### Provided information
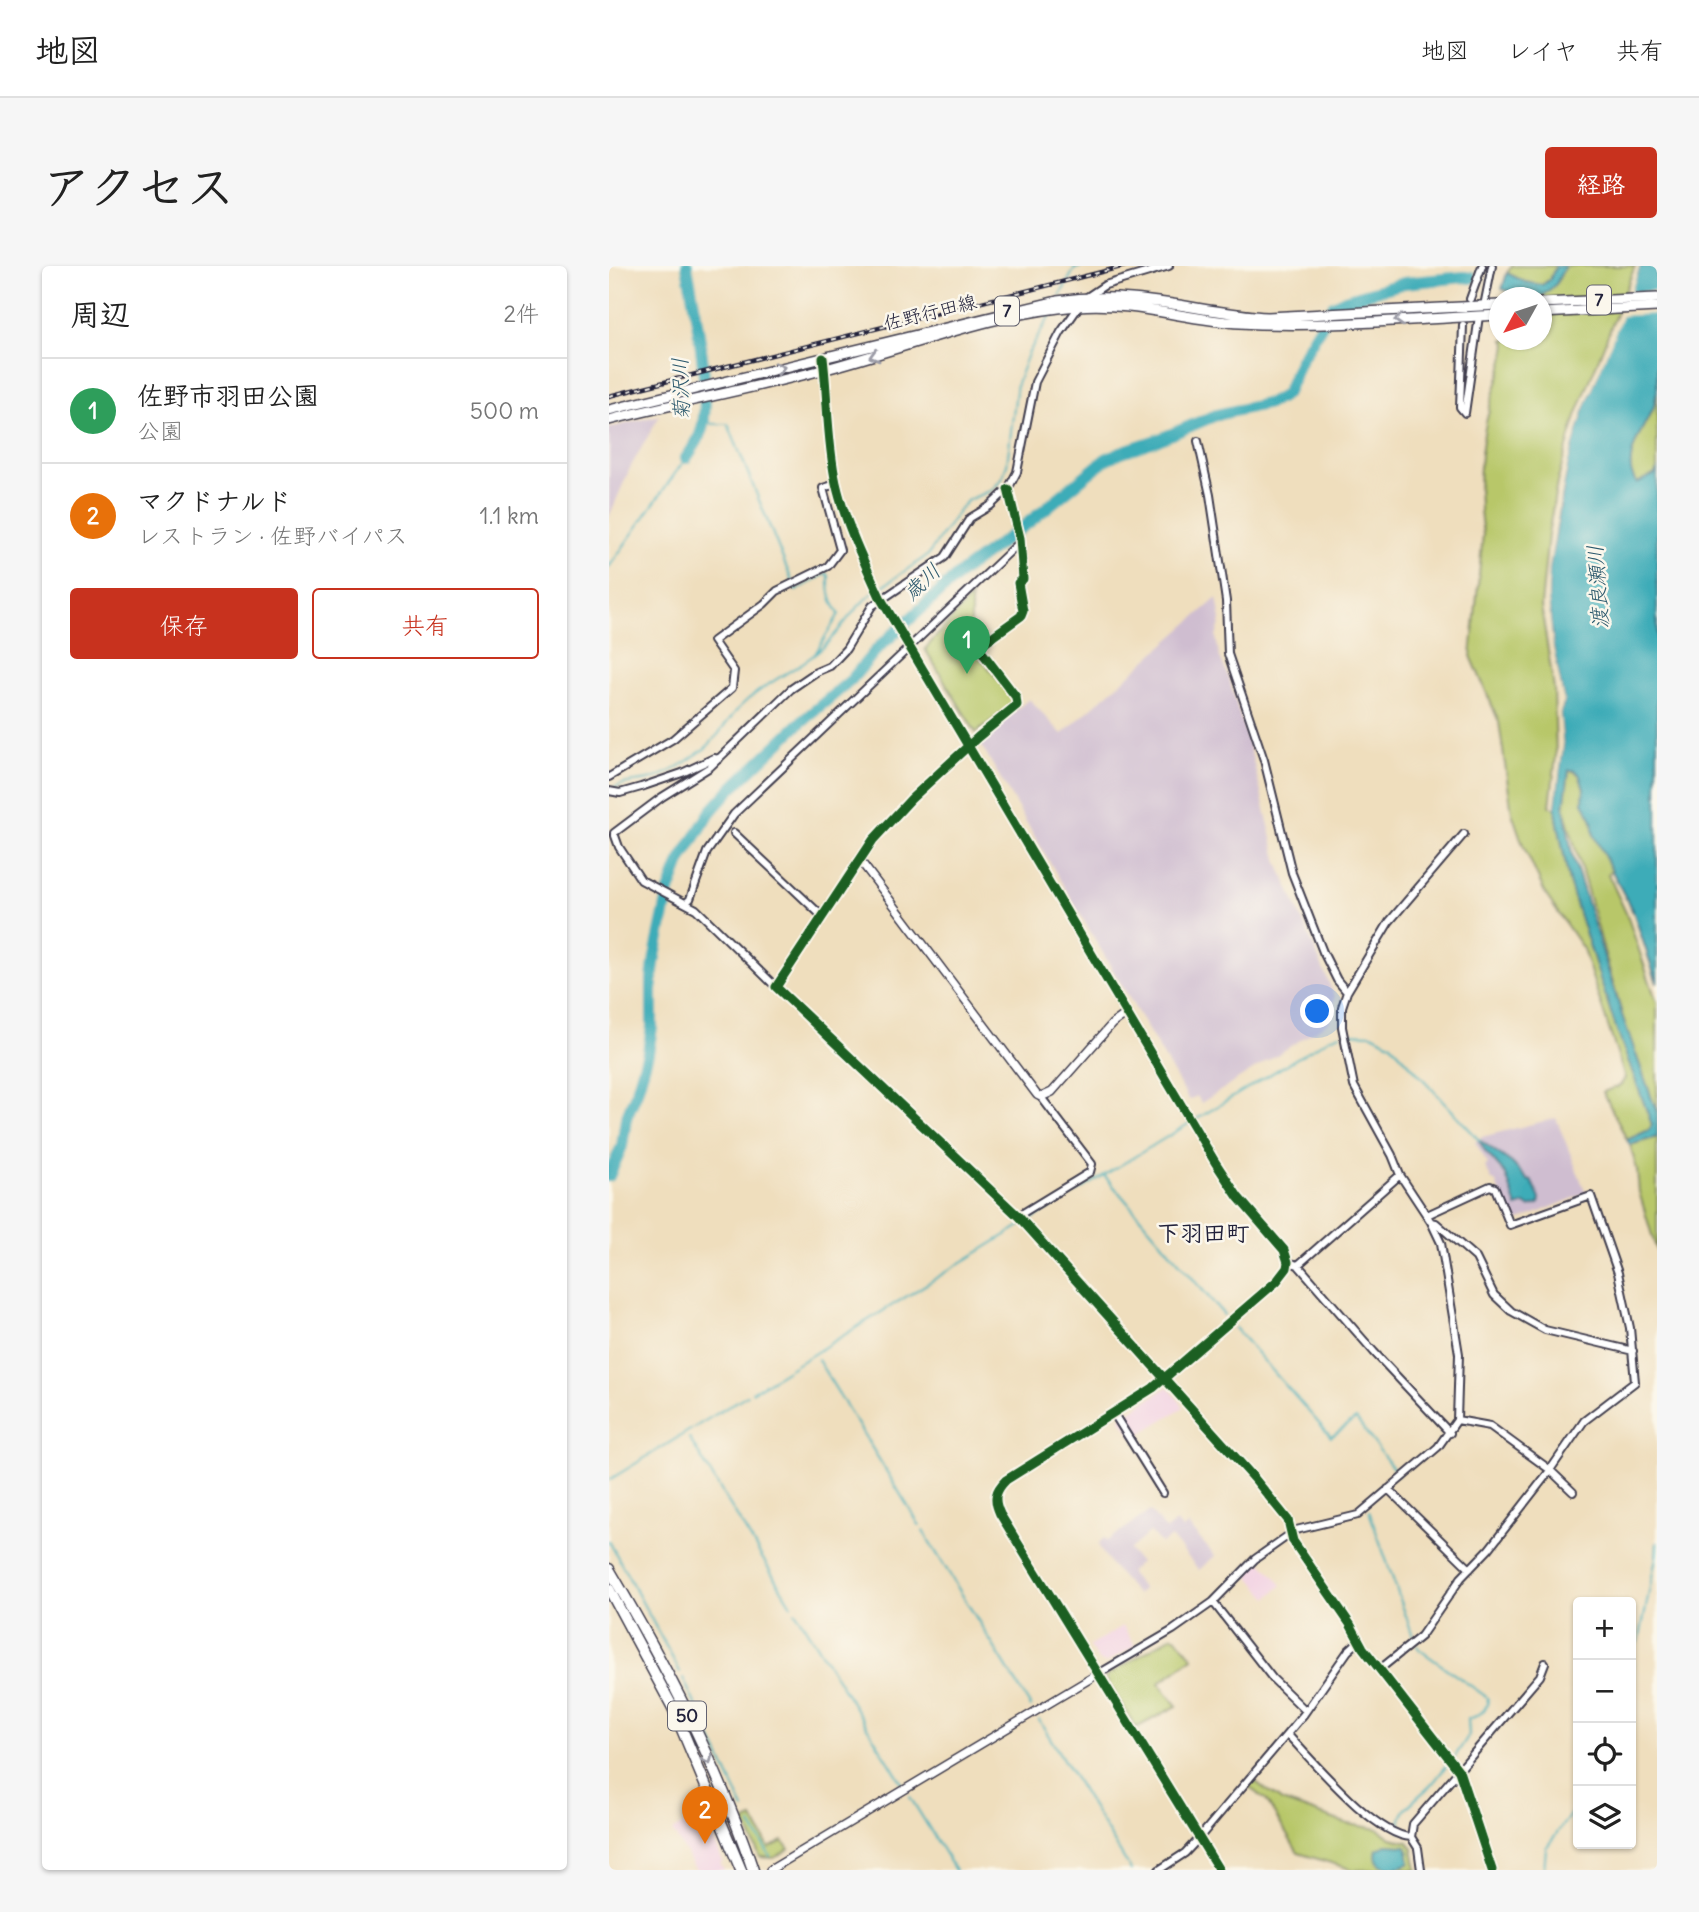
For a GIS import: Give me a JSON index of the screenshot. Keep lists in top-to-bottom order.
{
  "streets": {
    "highway": ["50"],
    "main road": ["7", "佐野行田線"]
  },
  "crossings": [
    ["7", "佐野行田線"]
  ],
  "districts": ["下羽田町"],
  "water": ["菊沢川", "歳川", "渡良瀬川"],
  "north": "bottom left",
  "page": {
    "header": "地図",
    "nav": ["地図", "レイヤ", "共有"],
    "title": "アクセス",
    "buttons": [
      "経路",
      ["保存", "共有"]
    ],
    "heading": ["周辺", "2件"],
    "list": [
      {
        "mark": "1",
        "name": "佐野市羽田公園",
        "note": "公園",
        "value": "500 m"
      },
      {
        "mark": "2",
        "name": "マクドナルド",
        "note": "レストラン · 佐野バイパス",
        "value": "1.1 km"
      }
    ],
    "pins": ["1", "2"],
    "map_buttons": ["+", "−"]
  }
}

### Exercise brief
Set out the material once more, exact in every line, with no images.

### Answer box
For a GIS import: Give me a JSON index of the screenshot. Keep lists in top-to-bottom order.
{
  "streets": {
    "highway": ["50"],
    "main road": ["7", "佐野行田線"]
  },
  "crossings": [
    ["7", "佐野行田線"]
  ],
  "districts": ["下羽田町"],
  "water": ["菊沢川", "歳川", "渡良瀬川"],
  "north": "bottom left",
  "page": {
    "header": "地図",
    "nav": ["地図", "レイヤ", "共有"],
    "title": "アクセス",
    "buttons": [
      "経路",
      ["保存", "共有"]
    ],
    "heading": ["周辺", "2件"],
    "list": [
      {
        "mark": "1",
        "name": "佐野市羽田公園",
        "note": "公園",
        "value": "500 m"
      },
      {
        "mark": "2",
        "name": "マクドナルド",
        "note": "レストラン · 佐野バイパス",
        "value": "1.1 km"
      }
    ],
    "pins": ["1", "2"],
    "map_buttons": ["+", "−"]
  }
}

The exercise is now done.